» **Task**
Collect all lines containing the word "numOctaves" from the data.

═══

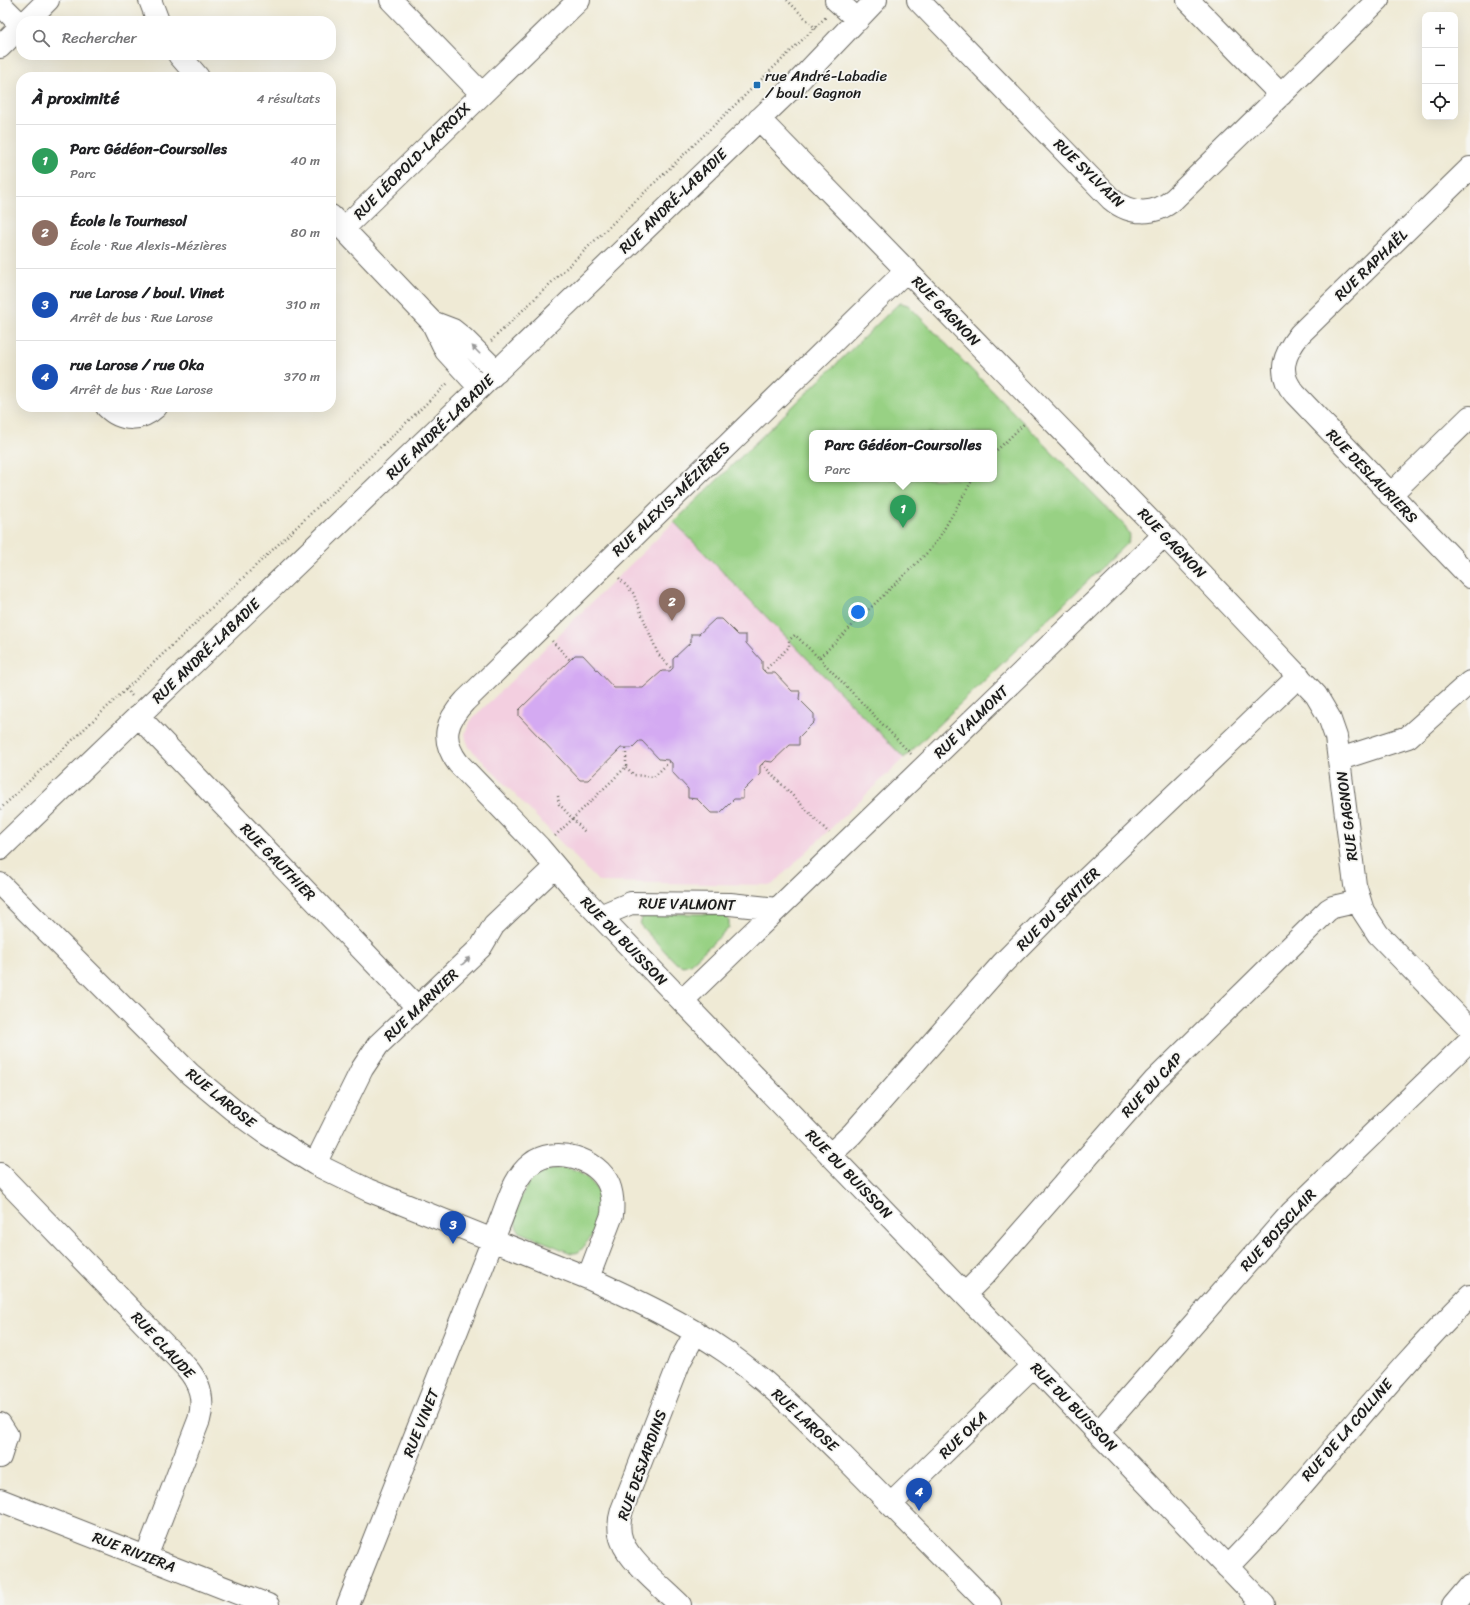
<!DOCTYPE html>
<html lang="fr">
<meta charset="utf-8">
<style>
:root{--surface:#fff;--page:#f2f2f2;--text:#202124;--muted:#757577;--line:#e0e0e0;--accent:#1f6fb2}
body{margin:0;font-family:Sriracha,sans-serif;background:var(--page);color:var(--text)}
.controls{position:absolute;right:12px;top:12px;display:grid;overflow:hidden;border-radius:8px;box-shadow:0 4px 16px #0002}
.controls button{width:36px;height:36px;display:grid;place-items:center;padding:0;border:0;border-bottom:1px solid var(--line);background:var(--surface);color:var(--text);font:20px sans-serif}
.you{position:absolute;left:858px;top:612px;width:14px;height:14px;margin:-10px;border:3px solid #fff;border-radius:50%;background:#1a73e8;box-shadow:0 0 0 6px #1a73e833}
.badge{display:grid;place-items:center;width:26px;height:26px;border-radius:50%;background:var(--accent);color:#fff;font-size:13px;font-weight:700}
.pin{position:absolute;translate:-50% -33px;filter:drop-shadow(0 1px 2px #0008)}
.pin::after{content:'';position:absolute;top:21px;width:14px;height:12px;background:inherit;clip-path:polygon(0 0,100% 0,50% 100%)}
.popup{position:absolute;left:809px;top:430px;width:188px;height:52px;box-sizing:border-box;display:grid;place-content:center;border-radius:8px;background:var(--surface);filter:drop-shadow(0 1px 3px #0005);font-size:13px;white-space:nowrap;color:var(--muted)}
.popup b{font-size:15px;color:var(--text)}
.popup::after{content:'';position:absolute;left:50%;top:100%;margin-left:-8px;border:8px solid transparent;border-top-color:var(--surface)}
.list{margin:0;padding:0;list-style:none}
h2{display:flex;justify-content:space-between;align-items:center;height:52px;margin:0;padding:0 16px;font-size:17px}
h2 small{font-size:13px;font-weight:400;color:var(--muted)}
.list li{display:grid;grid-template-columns:26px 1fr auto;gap:12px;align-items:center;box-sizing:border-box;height:72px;padding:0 16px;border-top:1px solid var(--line)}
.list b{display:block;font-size:15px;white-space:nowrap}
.list p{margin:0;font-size:13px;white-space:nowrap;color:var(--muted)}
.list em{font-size:13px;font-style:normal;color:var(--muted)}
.icon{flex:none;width:22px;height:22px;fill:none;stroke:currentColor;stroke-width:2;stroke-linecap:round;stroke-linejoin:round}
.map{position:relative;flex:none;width:1470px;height:1605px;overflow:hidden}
.search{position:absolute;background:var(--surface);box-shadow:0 4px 16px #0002;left:16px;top:16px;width:320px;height:44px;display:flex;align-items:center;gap:10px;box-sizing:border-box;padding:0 14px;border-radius:16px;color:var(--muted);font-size:15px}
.panel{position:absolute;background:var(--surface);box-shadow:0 4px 16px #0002;left:16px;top:72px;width:320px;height:340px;border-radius:16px}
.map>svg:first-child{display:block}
</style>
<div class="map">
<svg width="1470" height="1605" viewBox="0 0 1470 1605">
<rect width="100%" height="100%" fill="#f6f6f2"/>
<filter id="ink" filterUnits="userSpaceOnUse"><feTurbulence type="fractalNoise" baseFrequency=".025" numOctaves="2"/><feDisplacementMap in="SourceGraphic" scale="8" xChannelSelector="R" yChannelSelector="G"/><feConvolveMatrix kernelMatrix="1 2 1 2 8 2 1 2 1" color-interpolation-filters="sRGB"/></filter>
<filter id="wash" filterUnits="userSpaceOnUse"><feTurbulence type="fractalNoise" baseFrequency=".012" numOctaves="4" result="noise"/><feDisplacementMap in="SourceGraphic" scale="16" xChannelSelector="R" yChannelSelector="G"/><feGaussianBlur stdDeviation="0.9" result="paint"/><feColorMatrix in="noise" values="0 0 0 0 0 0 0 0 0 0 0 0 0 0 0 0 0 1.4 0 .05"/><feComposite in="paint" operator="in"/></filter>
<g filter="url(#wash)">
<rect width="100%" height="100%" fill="#efead5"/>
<path fill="#f3cfe0" d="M674,522L904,758L772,885L599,882L469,747L466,739L465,733L471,720Z"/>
<path fill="#98d184" stroke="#5a7650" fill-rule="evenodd" d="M901,303L908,305L1125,526L1130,535L1127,543L904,758L674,522L897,305ZM812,433H994V479H812Z
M643,914H726L729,921V928L690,964L683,966L676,963L640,925Z
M560,1168C601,1170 613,1213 587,1242C582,1248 581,1254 571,1253L520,1232C507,1221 524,1185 536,1176C543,1171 551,1169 560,1168Z"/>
<g id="blocks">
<path fill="#d4aaf2" d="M715,619H722L738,635H746V643L762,661V669L766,673H775L792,691H800L799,699L814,714V722L799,737V745H790L772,762L765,761L760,766V774L743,791V799H734L720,813H711L697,799L688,798V789L672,772V763L668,760L659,759L642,741H639L632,748H621L588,780H580L519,716V710L575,655H583L614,688H643L662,671H670L673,668V659L691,642V634H699Z"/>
</g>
</g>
<g filter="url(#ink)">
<use href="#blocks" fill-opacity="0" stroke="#66645d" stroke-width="1"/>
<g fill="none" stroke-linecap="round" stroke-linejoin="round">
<defs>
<path id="minor" d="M150,0L158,21
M391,0L481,93
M836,0L858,20
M918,0L1111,199C1130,215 1155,216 1174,199L1378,0
M1188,0L1281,95
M0,4L21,25
M27,21L48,0
M0,47L21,26
M179,55L198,77
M759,119L1164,535L1316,695L1329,717L1336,737L1355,885L1363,911L1378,934L1470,1029
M1470,168L1300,334C1284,354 1276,373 1295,394L1470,577
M331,216L432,322L446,351L480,388
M343,229L579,0
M907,270L465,701C446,721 440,739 458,763L539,847L577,892L1264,1605
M432,322L453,330L463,338L497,372
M107,407C122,422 141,421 156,407
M1390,495L1470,417
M138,716L417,1007
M1340,759L1408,737L1470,682
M0,849L794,86L876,0
M0,884L190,1074L232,1109L265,1133L315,1164L368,1190L588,1278C636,1300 683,1322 726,1352C768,1381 803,1417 839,1452C890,1503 940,1554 990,1605
M600,916L631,903L730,904L777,909
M682,1001L1164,535
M830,1155L852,1134L1002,964L1075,890L1299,676
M315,1164L362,1069L378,1045L481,947L494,925L555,867
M0,1174L186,1367C200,1383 205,1399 199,1420L146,1557
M965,1294L984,1275L1155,1080L1328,910L1333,907L1359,901
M0,1424L7,1435L0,1457
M1099,1432L1291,1213L1470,1040
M0,1500L268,1605
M891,1504L1034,1365
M1227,1567C1312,1481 1383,1381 1470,1296
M348,1605L502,1217C509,1199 515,1176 531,1164C554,1145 598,1158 609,1185C613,1195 613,1205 612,1215L588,1278
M680,1605C664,1589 629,1561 622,1541C618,1531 619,1520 622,1510L680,1361L696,1332
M1453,1605L1470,1585"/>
</defs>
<use href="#minor" stroke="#66645d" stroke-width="24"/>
<path stroke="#66645d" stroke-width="2.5" stroke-dasharray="1 3" stroke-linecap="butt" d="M787,0L816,29
M491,341L827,16
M994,453L1025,423
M619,578L633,593L658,654L672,669
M552,641L570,660
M819,658L911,754
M764,671L789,647V640L795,635L819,658L929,551L940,536L973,479
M126,689L132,696
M762,764L829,833
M626,767L634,775L654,777L670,761
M558,796L559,804L586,833
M0,809L449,382
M555,836L626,767V748"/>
<use href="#minor" stroke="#fff" stroke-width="22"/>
</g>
<defs><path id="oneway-solid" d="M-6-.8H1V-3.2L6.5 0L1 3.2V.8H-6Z"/></defs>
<g fill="#999">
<use href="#oneway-solid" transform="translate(476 350) rotate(-134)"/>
<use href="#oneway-solid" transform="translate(466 961) rotate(-43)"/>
</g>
</g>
<rect fill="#1f6fb2" stroke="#f6f6f2" stroke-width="1.5" x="753" y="81" width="8" height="8" rx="2"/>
<g text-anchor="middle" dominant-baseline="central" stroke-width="3.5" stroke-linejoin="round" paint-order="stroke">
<g font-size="15" fill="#1c1c1c" stroke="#f6f6f2" text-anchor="start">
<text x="765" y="76">rue André-Labadie<tspan x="765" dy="17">/ boul. Gagnon</tspan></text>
</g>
<g font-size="15" fill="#1c1c1c" stroke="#f6f6f2">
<text transform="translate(412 161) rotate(-45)">RUE LÉOPOLD-LACROIX</text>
<text transform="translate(1089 173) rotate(44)">RUE SYLVAIN</text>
<text transform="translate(673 201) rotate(-44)">RUE ANDRÉ-LABADIE</text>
<text transform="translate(1371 265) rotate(-44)">RUE RAPHAËL</text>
<text transform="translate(946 311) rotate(46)">RUE GAGNON</text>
<text transform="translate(440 427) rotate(-44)">RUE ANDRÉ-LABADIE</text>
<text transform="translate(1372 476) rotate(46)">RUE DESLAURIERS</text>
<text transform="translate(671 499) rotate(-44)">RUE ALEXIS-MÉZIÈRES</text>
<text transform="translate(1172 543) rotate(46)">RUE GAGNON</text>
<text transform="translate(206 651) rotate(-44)">RUE ANDRÉ-LABADIE</text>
<text transform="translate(971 722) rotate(-44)">RUE VALMONT</text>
<text transform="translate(1347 816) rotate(-97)">RUE GAGNON</text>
<text transform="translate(278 862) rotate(46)">RUE GAUTHIER</text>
<text transform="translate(687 904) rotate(1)">RUE VALMONT</text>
<text transform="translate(1058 909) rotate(-45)">RUE DU SENTIER</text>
<text transform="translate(624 941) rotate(46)">RUE DU BUISSON</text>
<text transform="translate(421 1005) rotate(-44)">RUE MARNIER</text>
<text transform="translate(1152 1085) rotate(-47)">RUE DU CAP</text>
<text transform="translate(221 1098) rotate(39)">RUE LAROSE</text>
<text transform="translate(849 1174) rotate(46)">RUE DU BUISSON</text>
<text transform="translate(1278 1230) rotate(-48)">RUE BOISCLAIR</text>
<text transform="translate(163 1345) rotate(47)">RUE CLAUDE</text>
<text transform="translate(1074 1407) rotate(46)">RUE DU BUISSON</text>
<text transform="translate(805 1420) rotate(43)">RUE LAROSE</text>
<text transform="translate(421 1423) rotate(-68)">RUE VINET</text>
<text transform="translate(1347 1430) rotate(-49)">RUE DE LA COLLINE</text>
<text transform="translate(963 1435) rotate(-44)">RUE OKA</text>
<text transform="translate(642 1465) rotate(-70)">RUE DESJARDINS</text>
<text transform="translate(134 1552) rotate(21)">RUE RIVIERA</text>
</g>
</g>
</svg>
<div class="controls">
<button>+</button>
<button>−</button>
<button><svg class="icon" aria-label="locate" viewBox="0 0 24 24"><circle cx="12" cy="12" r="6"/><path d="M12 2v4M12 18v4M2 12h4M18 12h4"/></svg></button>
</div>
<div class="you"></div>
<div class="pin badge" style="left:903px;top:528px;background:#2e9e5b">1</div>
<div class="popup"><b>Parc Gédéon-Coursolles</b>Parc</div>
<div class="pin badge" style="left:672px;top:621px;background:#8d6e63">2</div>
<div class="pin badge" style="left:453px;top:1244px;background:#1a4fb4">3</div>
<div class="pin badge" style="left:919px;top:1511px;background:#1a4fb4">4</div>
<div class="search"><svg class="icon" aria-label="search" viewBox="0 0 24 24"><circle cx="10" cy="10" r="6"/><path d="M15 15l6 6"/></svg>Rechercher</div>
<section class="panel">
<h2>À proximité<small>4 résultats</small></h2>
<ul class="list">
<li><span class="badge" style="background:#2e9e5b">1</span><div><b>Parc Gédéon-Coursolles</b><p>Parc</p></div><em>40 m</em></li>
<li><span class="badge" style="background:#8d6e63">2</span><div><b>École le Tournesol</b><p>École · Rue Alexis-Mézières</p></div><em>80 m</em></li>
<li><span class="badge" style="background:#1a4fb4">3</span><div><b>rue Larose / boul. Vinet</b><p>Arrêt de bus · Rue Larose</p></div><em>310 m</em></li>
<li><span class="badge" style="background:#1a4fb4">4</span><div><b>rue Larose / rue Oka</b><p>Arrêt de bus · Rue Larose</p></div><em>370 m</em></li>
</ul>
</section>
</div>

═══

» **Written answer**
<filter id="ink" filterUnits="userSpaceOnUse"><feTurbulence type="fractalNoise" baseFrequency=".025" numOctaves="2"/><feDisplacementMap in="SourceGraphic" scale="8" xChannelSelector="R" yChannelSelector="G"/><feConvolveMatrix kernelMatrix="1 2 1 2 8 2 1 2 1" color-interpolation-filters="sRGB"/></filter>
<filter id="wash" filterUnits="userSpaceOnUse"><feTurbulence type="fractalNoise" baseFrequency=".012" numOctaves="4" result="noise"/><feDisplacementMap in="SourceGraphic" scale="16" xChannelSelector="R" yChannelSelector="G"/><feGaussianBlur stdDeviation="0.9" result="paint"/><feColorMatrix in="noise" values="0 0 0 0 0 0 0 0 0 0 0 0 0 0 0 0 0 1.4 0 .05"/><feComposite in="paint" operator="in"/></filter>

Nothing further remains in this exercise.